A cidade, em Robert Park: entre empirismo e invenção. VALLADARES, Licia do Prado (org.). A sociologia urbana de Robert E. Park. Rio de Janeiro, Editora UFRJ, 2018. 154 páginas.
Revista Brasileira de Ciências Sociais, vol. 34, núm. 101, e3410106, 2019
Associação Nacional de Pós-Graduação e Pesquisa em Ciências Sociais - ANPOCS
DOI: 10.1590/3410106/2019
A sociologia como ciência se constitui em autoconsciência crítica da sociedade moderna. A relação do autor com seu tempo é a chave para a leitura da rica seleção de sete textos de Robert Ezra Park sobre a cidade (dos quais, cinco inéditos no Brasil), selecionados e organizados por Licia Valladares no livro A sociologia urbana de Robert Park, lançado em abril de 2018.
Os textos de Robert Park, nessa coletânea, expressam uma tradição científica da época (início do século XX), orientada para a construção do objeto sociológico. 1 Neles, a ambição sociológica se traduz no esforço de levantamento e sistematização dos fenômenos empíricos da cidade moderna, entendida como instituição e organização social, mas também como organismo e fenômeno essencialmente cultural e moral, que incorpora os significados culturais e a importância da racionalidade científica sobre essa realidade, como analisa Max Weber. Licia Valladares e Michel Misse, diretor da Editora UFRJ, tiveram uma excelente ideia de reunir esses textos de Robert Park, em sua maioria desconhecidos, cuidadosamente traduzidos do inglês para o português por Wanda Brand.
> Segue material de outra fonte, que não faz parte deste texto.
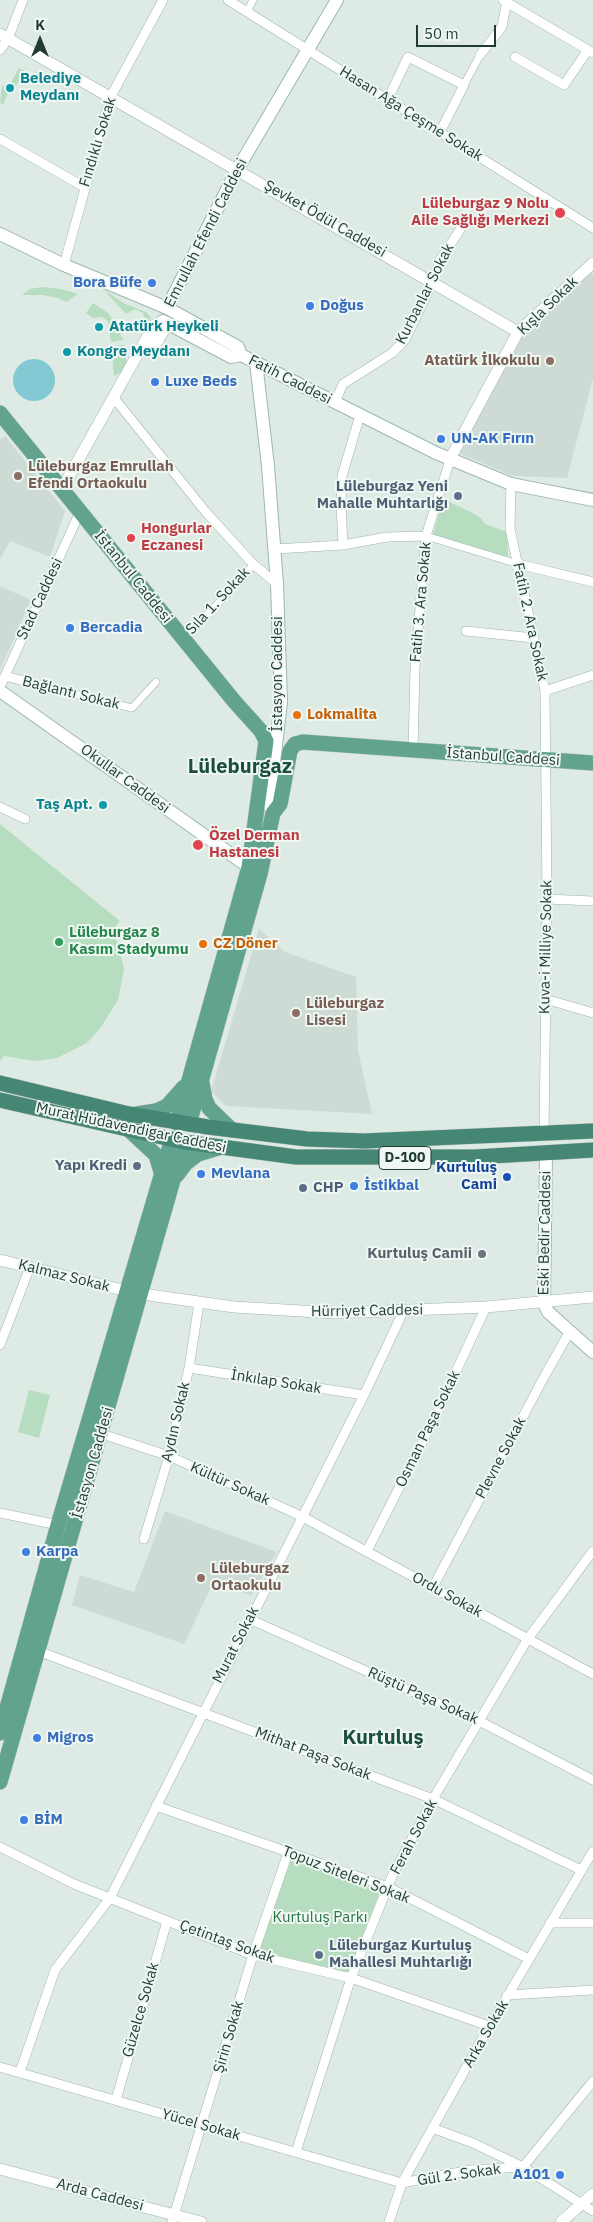 <!DOCTYPE html>
<html>
<head>
<meta charset="utf-8">
<style>
  body { margin:0 }
  #map { position:relative; width:593px; height:2222px; overflow:hidden; background:#deebe5; font-family:"IBM Plex Sans",sans-serif }
  canvas { display:block }
  .north { position:absolute; left:15px; top:15px; width:50px; height:50px; -webkit-text-stroke:4px #eff7f3; paint-order:stroke; rotate:0deg; font-size:14px; font-weight:700; line-height:20px; text-align:center; color:#1f3b33 }
  .north::after { content:''; display:block; margin:auto; width:18px; height:22px; background:#1f3b33; clip-path:polygon(50% 0,100% 100%,50% 72%,0 100%) }
  .scale { position:absolute; left:416px; top:25px; width:80px; height:22px; box-sizing:border-box; border:2px solid #1f3b33; border-top:0; padding-left:6px; font-size:15px; line-height:18px; white-space:nowrap; color:#1f3b33; -webkit-text-stroke:4px #eff7f3; paint-order:stroke }
</style>
</head>
<body>
<div id="map">
<canvas width="593" height="2222"></canvas>
<div class="north">K</div>
<div class="scale">50 m</div>
</div>
<script>
const g = document.querySelector('canvas').getContext('2d');
g.lineJoin = 'round';
function fillPath(path, color) { g.fillStyle = color; g.fill(path, 'evenodd'); }
const shape = rows => new Path2D(rows.map(r => 'M' + r).join(''));
function stroke(path, color, width, dash) { g.strokeStyle = color; g.lineWidth = width; g.lineCap = dash ? 'butt' : 'round'; g.setLineDash(dash || []); g.stroke(path); }
function write(font, color, halo, rows, align = 'center') {
  g.font = font + ' "IBM Plex Sans",sans-serif'; g.lineWidth = 4; g.setLineDash([]); g.textBaseline = 'middle'; g.strokeStyle = halo; g.fillStyle = color; for (const [text, x, y, turn = 0] of rows) {
    g.save(); g.translate(x, y); g.rotate((+turn || 0) * Math.PI / 180); g.textAlign = isNaN(turn) ? turn : align; if (halo) g.strokeText(text, 0, 0); g.fillText(text, 0, 0); g.restore();
  }
}
fillPath(shape([
  [590,272,593,275,593,379,567,478,513,476,458,453,516,343],
  [5,436,65,511,50,557,10,541,0,559,0,440],
  [0,586,31,600,0,670],
  [259,929,285,952,356,977,358,1050,372,1114,226,1106,211,1091],
  [165,1511,277,1552,251,1596,214,1581,184,1644,72,1605,80,1575,134,1592]
]), '#cddbd4');
fillPath(shape([
  [19,68,25,71,16,86,9,90,3,105,0,103,2,86,10,84],
  [42,287,61,289,78,294,66,302,58,298,43,295,22,295,30,289],
  [104,290,125,304,146,312,151,317,144,327,146,321,143,313,135,309,126,314],
  [93,303,107,312,116,324,123,340,111,342,108,321,102,317,93,318,86,313],
  [124,345,127,369,114,376,111,346],
  [443,499,471,512,481,518,485,524,507,532,508,557,433,535],
  [0,824,120,921,111,932,119,945,124,970,118,1000,101,1027,87,1043,57,1058,35,1061,4,1056,0,1061],
  [29,1390,50,1395,39,1438,18,1432],
  [290,1858,381,1889,348,1973,259,1951]
]), '#b6ddbf');
fillPath(shape([
  '13 380a21 21 0 1 1 42 0a21 21 0 1 1-42 0Z'
]), '#83c9d3');
const pedestrian = shape([
  [247,12,253,0],
  [464,85,480,55],
  [426,536,518,564],
  [184,638,245,576,253,564],
  [58,690,132,708,156,682]
]);
const minor = shape([
  [228,0,593,228],
  [503,0,593,53],
  [0,50,8,39,23,0],
  [480,55,502,27,507,0],
  [515,57,564,85,588,50],
  [388,99,408,57,464,85,440,132],
  [0,139,84,187],
  [64,265,110,98,163,0],
  [114,398,205,511,253,564,277,584],
  [335,402,343,384,392,353,405,340,433,281,440,260,467,219],
  [511,484,510,529,545,691,547,899,544,1133],
  [343,545,341,505,342,476,360,415],
  [275,549,343,545,387,537,426,536],
  [518,564,593,582],
  [466,631,534,638],
  [5,676,58,690],
  [0,687,80,512],
  [545,691,593,675],
  [413,750,415,668,426,536,451,457],
  [0,807,25,819],
  [547,899,593,901],
  [545,999,593,1013],
  [0,1345,30,1267],
  [189,1368,364,1395],
  [102,1434,169,1456,301,1516,593,1674],
  [0,1513,58,1525],
  [144,1539,169,1456,189,1368,199,1303],
  [367,1551,434,1419,486,1307],
  [433,1587,544,1377,570,1331],
  [249,1619,481,1722,593,1780],
  [38,1651,433,1799,581,1870],
  [156,1806,388,1887,529,1959],
  [0,1847,74,1884,253,1955,351,1978,489,2026],
  [550,1923,593,1923],
  [507,1995,593,1990],
  [0,2067,402,2183,471,2170,523,2167],
  [20,2072,55,1970,110,1898,364,1395,403,1312],
  [116,2100,167,1921],
  [432,2128,473,2143,523,2167,593,2211],
  [296,2152,351,1978,392,1876,433,1799,527,1640,593,1551],
  [523,2167,593,2081],
  [172,2222,253,1955,288,1853],
  [389,2222,402,2183,481,2041,593,1851]
]);
const tertiary = shape([
  [0,34,518,332],
  [141,348,148,352,152,351,165,328,163,321],
  [451,457,518,332,593,263],
  [62,489,154,325,163,321],
  [0,1260,127,1291],
  [142,1294,234,1307,335,1313,486,1307,593,1297],
  [0,2169,201,2222],
  [561,2222,593,2194]
]);
const secondary = shape([
  [0,234,64,265,167,308,238,347,241,355,436,453,511,484,593,500],
  [167,308,237,170,337,0],
  [163,321,231,357,241,355],
  [256,362,268,466,277,584,281,702,269,805,273,813],
  [0,691,249,867],
  [546,1153,544,1303,548,1312,593,1352]
]);
const primary = shape([
  [0,413,234,701,261,731,266,741,249,867,177,1123],
  [202,1083,205,1099,209,1108,232,1130],
  [137,1114,156,1111,167,1106,184,1087],
  [189,1124,260,874,273,813,280,804,290,751,295,744,303,742,593,763],
  [129,1130,156,1155,162,1175],
  [177,1175,186,1163,198,1154,218,1148],
  [0,1733,58,1525,172,1139],
  [0,1782,184,1142]
]);
const trunk = shape([
  [0,1083,129,1114,208,1127,307,1139,364,1141,593,1131],
  [0,1100,184,1142,296,1157,475,1157,593,1150]
]);
stroke(pedestrian, '#a1b3ac', 8);
stroke(minor, '#a1b3ac', 10);
stroke(tertiary, '#a1b3ac', 12);
stroke(secondary, '#9db7ad', 14);
stroke(primary, '#c0c8c6', 16);
stroke(trunk, '#c0c8c6', 16);
stroke(pedestrian, '#fff', 7);
stroke(minor, '#fff', 9);
stroke(tertiary, '#fff', 11);
stroke(secondary, '#fff', 12);
stroke(primary, '#61a38f', 15);
stroke(trunk, '#468674', 15);
for (const [x, y, r, color] of [
  [10,88,5,"#0f9aa8"],
  [560,213,6,"#e0444e"],
  [152,283,5,"#3f7fe0"],
  [310,306,5,"#3f7fe0"],
  [99,327,5,"#0f9aa8"],
  [67,352,5,"#0f9aa8"],
  [550,361,5,"#8d6e63"],
  [155,382,5,"#3f7fe0"],
  [441,439,5,"#3f7fe0"],
  [18,476,5,"#8d6e63"],
  [458,496,5,"#5c6f8a"],
  [131,538,5,"#e0444e"],
  [70,628,5,"#3f7fe0"],
  [297,715,5,"#e8710a"],
  [103,805,5,"#0f9aa8"],
  [198,845,6,"#e0444e"],
  [59,942,5,"#2e9e5b"],
  [203,944,5,"#e8710a"],
  [296,1013,5,"#8d6e63"],
  [137,1166,5,"#5c6f8a"],
  [201,1174,5,"#3f7fe0"],
  [507,1177,5,"#1a4fb4"],
  [354,1186,5,"#3f7fe0"],
  [303,1188,5,"#5c6f8a"],
  [482,1254,5,"#6b7280"],
  [26,1552,5,"#3f7fe0"],
  [201,1578,5,"#8d6e63"],
  [37,1738,5,"#3f7fe0"],
  [24,1820,5,"#3f7fe0"],
  [319,1955,5,"#5c6f8a"],
  [560,2175,5,"#3f7fe0"]
]) { const dot = new Path2D(); dot.arc(x, y, r, 0, 2 * Math.PI); g.fillStyle = color; g.fill(dot); stroke(dot, '#eff7f3', 2); }
for (const [x, y, w] of [
  [405,1158,52]
]) { const box = new Path2D(); box.roundRect(x - w / 2, y - 11.5, w, 23, 4); g.fillStyle = '#eff7f3'; g.fill(box); stroke(box, '#1f3b33', 1); }
write('bold 14px', '#1f3b33', null, [
  ["D-100",405,1158]
]);
write('bold 15px', '#0d838f', '#eff7f3', [
  ["Belediye",20,79],
  ["Meydanı",20,96],
  ["Atatürk Heykeli",109,327],
  ["Kongre Meydanı",77,352],
  ["Taş Apt.",93,805,"right"]
], 'left');
write('15px', '#1f3b33', '#eff7f3', [
  ["Hasan Ağa Çeşme Sokak",411,114,32],
  ["Fındıklı Sokak",98,142,-73],
  ["Şevket Ödül Caddesi",325,219,30],
  ["Emrullah Efendi Caddesi",206,233,-63],
  ["Kurbanlar Sokak",425,294,-63],
  ["Kışla Sokak",548,306,-44],
  ["Fatih Caddesi",290,380,27],
  ["İstanbul Caddesi",133,577,51],
  ["Stad Caddesi",40,599,-65],
  ["Sıla 1. Sokak",218,601,-47],
  ["Fatih 3. Ara Sokak",421,602,-85],
  ["Fatih 2. Ara Sokak",530,622,78],
  ["İstasyon Caddesi",278,674,-90],
  ["Bağlantı Sokak",71,693,14],
  ["İstanbul Caddesi",503,757,4],
  ["Okullar Caddesi",125,779,36],
  ["Kuva-i Milliye Sokak",546,947,-89],
  ["Murat Hüdavendigar Caddesi",131,1128,12],
  ["Eski Bedir Caddesi",545,1233,-89],
  ["Kalmaz Sokak",64,1276,14],
  ["Hürriyet Caddesi",367,1311,-1],
  ["İnkılap Sokak",276,1382,9],
  ["Aydın Sokak",176,1422,-77],
  ["Osman Paşa Sokak",428,1429,-64],
  ["Plevne Sokak",501,1458,-62],
  ["İstasyon Caddesi",93,1463,-74],
  ["Kültür Sokak",230,1484,24],
  ["Ordu Sokak",447,1595,29],
  ["Murat Sokak",236,1645,-63],
  ["Rüştü Paşa Sokak",423,1696,24],
  ["Mithat Paşa Sokak",313,1754,21],
  ["Ferah Sokak",414,1837,-62],
  ["Topuz Siteleri Sokak",346,1875,21],
  ["Çetintaş Sokak",227,1942,20],
  ["Güzelce Sokak",141,2010,-74],
  ["Arka Sokak",486,2034,-60],
  ["Şirin Sokak",229,2037,-74],
  ["Yücel Sokak",201,2125,16],
  ["Gül 2. Sokak",459,2175,-8],
  ["Arda Caddesi",100,2195,15]
]);
write('bold 15px', '#be3a42', '#eff7f3', [
  ["Lüleburgaz 9 Nolu",549,204,"right"],
  ["Aile Sağlığı Merkezi",549,221,"right"],
  ["Hongurlar",141,529],
  ["Eczanesi",141,546],
  ["Özel Derman",209,836],
  ["Hastanesi",209,853]
], 'left');
write('bold 15px', '#366cbe', '#eff7f3', [
  ["Bora Büfe",142,283,"right"],
  ["Doğus",320,306],
  ["Luxe Beds",165,382],
  ["UN-AK Fırın",451,439],
  ["Bercadia",80,628],
  ["Mevlana",211,1174],
  ["İstikbal",364,1186],
  ["Karpa",36,1552],
  ["Migros",47,1738],
  ["BİM",34,1820],
  ["A101",550,2175,"right"]
], 'left');
write('bold 15px', '#785e54', '#eff7f3', [
  ["Atatürk İlkokulu",540,361,"right"],
  ["Lüleburgaz Emrullah",28,467],
  ["Efendi Ortaokulu",28,484],
  ["Lüleburgaz",306,1004],
  ["Lisesi",306,1021],
  ["Lüleburgaz",211,1569],
  ["Ortaokulu",211,1586]
], 'left');
write('bold 15px', '#4e5e75', '#eff7f3', [
  ["Lüleburgaz Yeni",448,487],
  ["Mahalle Muhtarlığı",448,504],
  ["Yapı Kredi",127,1166],
  ["CHP",313,1188,"left"],
  ["Lüleburgaz Kurtuluş",329,1946,"left"],
  ["Mahallesi Muhtarlığı",329,1963,"left"]
], 'right');
write('bold 15px', '#c56008', '#eff7f3', [
  ["Lokmalita",307,715],
  ["CZ Döner",213,944]
], 'left');
write('bold 15px', '#27864d', '#eff7f3', [
  ["Lüleburgaz 8",69,933],
  ["Kasım Stadyumu",69,950]
], 'left');
write('bold 15px', '#164399', '#eff7f3', [
  ["Kurtuluş",497,1168],
  ["Cami",497,1185]
], 'right');
write('bold 15px', '#5b616d', '#eff7f3', [
  ["Kurtuluş Camii",472,1254]
], 'right');
write('15px', '#287442', '#eff7f3', [
  ["Kurtuluş Parkı",320,1918]
]);
write('bold 20px', '#1a4e40', '#eff7f3', [
  ["Lüleburgaz",240,767],
  ["Kurtuluş",383,1738]
]);
</script>
</body>
</html>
A organizadora acumula uma longa e consistente tradição de pesquisas em sociologia urbana no Brasil, especialmente em temáticas relativas à moradia urbana (favela) e pobreza, com grande trânsito entre instituições acadêmicas brasileiras e francesas. Atualmente professora emérita da Université de Lille, Licia Valladares iniciou sua formação acadêmica em universidades francesas, tendo concluído o doutorado em 1974, na Université de Toulouse I, e em 2001 defendido a livre-docência ( Habilitation à Diriger des Recherches – HDR) na Université Lumière Lyon. O livro Passa-se uma casa ( Valladares, 1978 ), resultante de sua tese de doutorado, produz uma inovadora crítica à política habitacional de relocação dos moradores da favela, nos anos 1970, apoiada em pesquisa empírica direta junto aos moradores e famílias incluídas naquele programa na cidade do Rio de Janeiro.
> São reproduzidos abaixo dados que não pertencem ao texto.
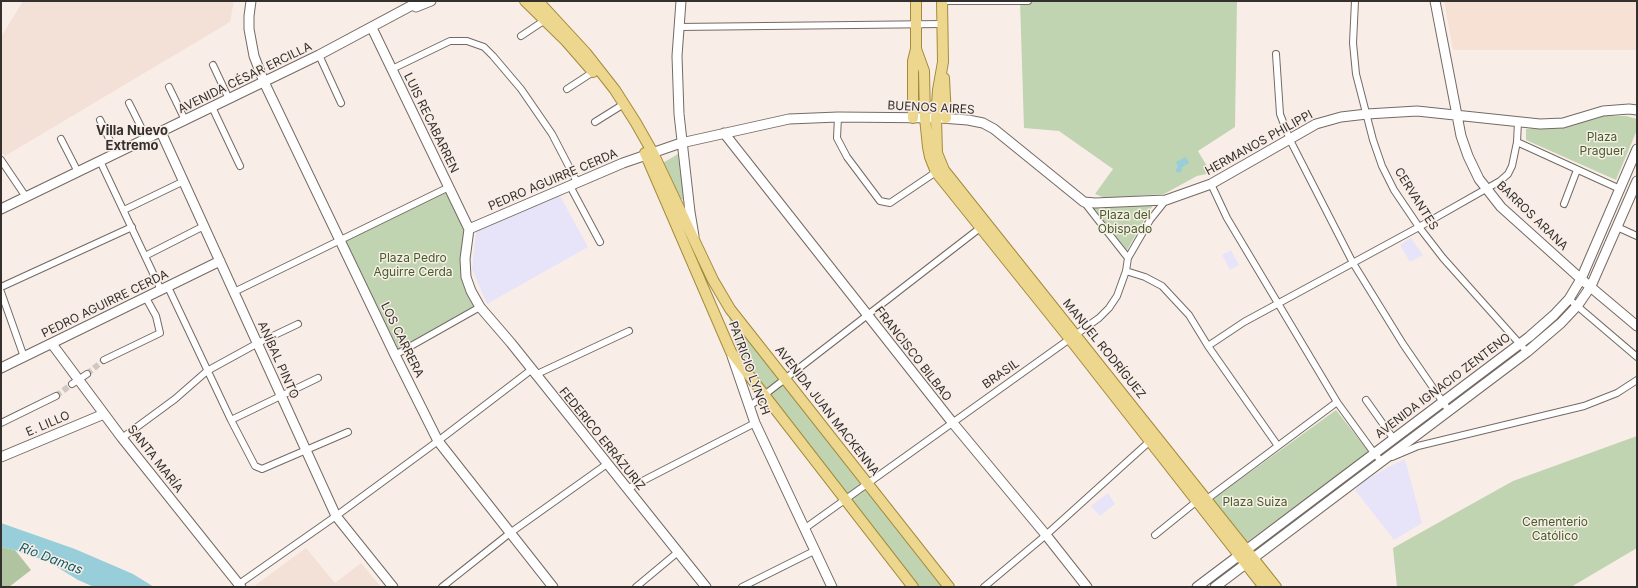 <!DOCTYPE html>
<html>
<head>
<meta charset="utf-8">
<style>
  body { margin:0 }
  #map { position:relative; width:1638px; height:588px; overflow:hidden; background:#f9eee7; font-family:Inter,sans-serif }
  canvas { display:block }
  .frame { position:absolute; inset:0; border:2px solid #34302d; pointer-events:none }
</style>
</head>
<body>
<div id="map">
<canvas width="1638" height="588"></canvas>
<div class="frame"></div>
</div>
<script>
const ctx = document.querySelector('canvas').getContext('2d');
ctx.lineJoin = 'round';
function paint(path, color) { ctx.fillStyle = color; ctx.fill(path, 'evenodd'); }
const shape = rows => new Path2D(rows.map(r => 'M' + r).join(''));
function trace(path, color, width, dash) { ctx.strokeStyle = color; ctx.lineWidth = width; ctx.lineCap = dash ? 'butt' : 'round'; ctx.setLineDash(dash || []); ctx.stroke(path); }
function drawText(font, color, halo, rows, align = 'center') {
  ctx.font = font + ' Inter,sans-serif'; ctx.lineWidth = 3; ctx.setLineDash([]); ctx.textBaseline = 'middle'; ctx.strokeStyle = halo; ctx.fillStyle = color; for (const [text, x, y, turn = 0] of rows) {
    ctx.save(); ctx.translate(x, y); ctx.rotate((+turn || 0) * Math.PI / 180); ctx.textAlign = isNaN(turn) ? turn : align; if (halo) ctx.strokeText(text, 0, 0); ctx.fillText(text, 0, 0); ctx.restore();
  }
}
paint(shape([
  [23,1,234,1,230,22,5,156,1,152,1,37],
  [306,548,335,583,361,563,381,587,253,587]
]), '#f3e0d7');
paint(shape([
  [558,192,588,247,487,304,472,269,476,232],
  [1411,238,1423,255,1410,262,1400,245],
  [1231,250,1239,265,1230,270,1222,255],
  [1405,459,1422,523,1394,540,1355,490,1365,481,1388,467],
  [1108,493,1115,504,1100,516,1091,506]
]), '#e7e3f9');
paint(shape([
  [1444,1,1637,1,1637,50,1453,50]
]), '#f7e1d4');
paint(shape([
  [1020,1,1237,1,1235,127,1198,151,1211,173,1197,176,1164,194,1105,198,1095,194,1113,169,1059,131,1024,128],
  [1604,116,1626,116,1637,119,1637,130,1616,180,1526,140,1526,129,1564,128],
  [678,154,686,194,682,200,661,164],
  [449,191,467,228,463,259,476,305,398,349,346,241],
  [1153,205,1127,250,1092,206],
  [727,309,948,587,916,587,740,362],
  [1336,410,1369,452,1247,542,1213,499],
  [1637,436,1637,548,1571,587,1397,587,1393,548,1513,481]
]), '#c0d4b1');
paint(shape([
  [1,547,15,550,31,570,9,587,1,587]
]), '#b0c59f');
paint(shape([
  [1186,157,1189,163,1182,167,1182,171,1178,173,1175,170,1178,167,1176,162],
  [1,523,75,549,133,574,154,587,94,587,78,580,49,562,15,550,1,547]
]), '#98ced9');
trace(shape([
  [87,374,104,360],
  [56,396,72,384]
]), '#d2c8c2', 6, [6, 3]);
const street = shape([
  [940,1,1028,1],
  [1355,1,1353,43,1356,74,1373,140,1382,166,1394,190,1419,227,1443,258,1527,352],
  [678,27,942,24],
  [521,36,545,20],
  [1276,54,1280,114,1290,140,1353,263,1403,344,1449,411],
  [319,55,341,103],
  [213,65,229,99],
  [392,69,450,41,467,41,484,47,493,56,521,89,552,134,577,182],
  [169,87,185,120],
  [567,89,593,72],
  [129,103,147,139],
  [212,107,240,166],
  [838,117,837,138,847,157,880,201,890,203,936,172],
  [100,120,116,153],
  [595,122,619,107],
  [61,139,78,172],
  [1517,142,1620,189],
  [1,160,26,197],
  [100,161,161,290],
  [1211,184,1227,218,1337,402,1374,453,1382,462,1384,461],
  [570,186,600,242],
  [1084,202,1128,258],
  [1564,204,1577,170],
  [124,210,184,181],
  [1617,227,1637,236],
  [145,256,204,226],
  [1126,271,1145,277,1162,286,1189,315,1208,346,1278,446],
  [1,287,132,227],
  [168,287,231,420,255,466,262,469,348,432],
  [1,292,24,357],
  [234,292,449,187],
  [1569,299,1637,357],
  [1208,346,1244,322,1419,227,1500,181,1508,174,1512,166,1517,142,1518,122],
  [395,355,480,307],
  [104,360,160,333,156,316,146,298],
  [535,375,629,331],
  [72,384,87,374],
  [1366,400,1393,438],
  [750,406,980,228],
  [231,420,318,378],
  [1,423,56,396],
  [122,438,175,399,207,371,258,343,298,324],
  [1392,457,1418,446,1584,406,1617,393,1637,380],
  [627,489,755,423],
  [1207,499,1337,402],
  [804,529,1099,318,1109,308,1117,296,1126,271,1128,258,1150,220,1166,200],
  [1155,535,1197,501],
  [239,584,336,516,438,441,531,370],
  [442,587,510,533,607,464],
  [636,587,678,552],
  [742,587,814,551],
  [984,587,1046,535,1150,441]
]);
const secondary = shape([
  [251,1,249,16,249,29,254,56,264,82,395,355,438,441,553,587],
  [681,1,677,56,679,114,690,212,694,236],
  [1435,1,1461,136,1468,156,1479,179,1501,207,1581,279,1637,326],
  [416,7,431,1],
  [372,28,469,229],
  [161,132,336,516,393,587],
  [724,133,952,422,1046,535,1087,587],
  [1,209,319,55,420,1],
  [469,229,623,163,681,143,789,119,838,117,941,118,968,120,983,123,994,129,1084,202,1095,203,1166,200,1211,184,1316,124,1341,117,1367,114,1417,111,1540,124,1563,123,1603,111,1629,109,1637,110],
  [469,229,465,259,466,277,471,291,480,307,511,343,706,587],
  [52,344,122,438,241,587],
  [732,356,755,423,832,587],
  [1,368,220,261],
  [1,457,104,414],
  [1197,587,1529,337,1554,315,1569,299,1581,279,1637,149],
  [1215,587,1527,352,1561,323,1578,305,1591,286,1637,181]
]);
const primary = shape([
  [525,1,566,41,593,72],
  [538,1,586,53,615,90,636,123,653,153,713,280,730,309,949,587],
  [916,1,916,49,924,71,925,118,928,147,930,157,936,172,1070,339,1264,587],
  [942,1,943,62,938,90,936,118,937,153,944,170,1276,587],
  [944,78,946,118],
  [913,118,913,61,916,49],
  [645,153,731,352,913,587]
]);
trace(street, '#746a65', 8);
trace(secondary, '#746a65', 11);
trace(primary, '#a48b3c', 12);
trace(street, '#fff', 6);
trace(secondary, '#fff', 9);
trace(primary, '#edd78f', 10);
drawText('12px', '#34302d', '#f9eee7', [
  ["AVENIDA CÉSAR ERCILLA",245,78,-26],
  ["BUENOS AIRES",931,108,3],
  ["LUIS RECABARREN",431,123,64],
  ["HERMANOS PHILIPPI",1259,143,-29],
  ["PEDRO AGUIRRE CERDA",553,180,-23],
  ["CERVANTES",1416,199,58],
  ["BARROS ARANA",1532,216,44],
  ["PEDRO AGUIRRE CERDA",105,304,-26],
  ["LOS CARRERA",402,340,64],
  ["MANUEL RODRÍGUEZ",1104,349,51],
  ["FRANCISCO BILBAO",913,354,52],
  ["ANÍBAL PINTO",278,360,66],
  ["PATRICIO LYNCH",749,368,70],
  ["BRASIL",1001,374,-35],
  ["AVENIDA IGNACIO ZENTENO",1443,386,-37],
  ["AVENIDA JUAN MACKENNA",827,411,52],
  ["E. LILLO",48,424,-23],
  ["FEDERICO ERRÁZURIZ",602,439,51],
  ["SANTA MARÍA",155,459,52]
]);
drawText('12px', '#425e28', '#f9eee7', [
  ["Plaza",1602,137],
  ["Praguer",1602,151],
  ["Plaza del",1125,215],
  ["Obispado",1125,229],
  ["Plaza Pedro",413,258],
  ["Aguirre Cerda",413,272],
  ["Plaza Suiza",1255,502],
  ["Cementerio",1555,522],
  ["Católico",1555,536]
]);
drawText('bold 13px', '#34302d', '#f9eee7', [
  ["Villa Nuevo",132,131],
  ["Extremo",132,146]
]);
drawText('italic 13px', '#115c67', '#f9eee7', [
  ["Río Damas",51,559,21]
]);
</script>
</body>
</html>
Ao lado desses estudos, Valladares tem contribuído para uma história da sociologia urbana no Brasil, com balanços sobre a contribuição de autores estrangeiros, a exemplo de Anthony Leeds, sobre as favelas do Rio de Janeiro, e o humanismo cristão de Louis-Joseph Lebret, em sua atuação para a emancipação dos povos na América Latina. Essas contribuições estão detalhadas no livro A invenção da favela: do mito de origem à favela.com (Valladares, 2005a), uma autorreflexão sobre seus estudos urbanos no Brasil, que avalia a ação e a influência de urbanistas, sanitaristas e agentes políticos e sociais, produtos e produtores dessa ordem social e cultural sobre a pobreza urbana ( Cardoso, 2006 ), oferecendo grande riqueza analítica e explicitando formas de representação míticas sobre a favela.
É com esse espírito de investigação e motivada pelas formas de transferência e recepção da Escola de Chicago em nosso país que Valladares organizou a coletânea de textos de A sociologia urbana de Robert E. Park, originada de um programa de pesquisas que ela desenvolveu em 2008 no Special Collections Research Center e na biblioteca da universidade, a Regenstein Library, sobre a obra de Park em Chicago.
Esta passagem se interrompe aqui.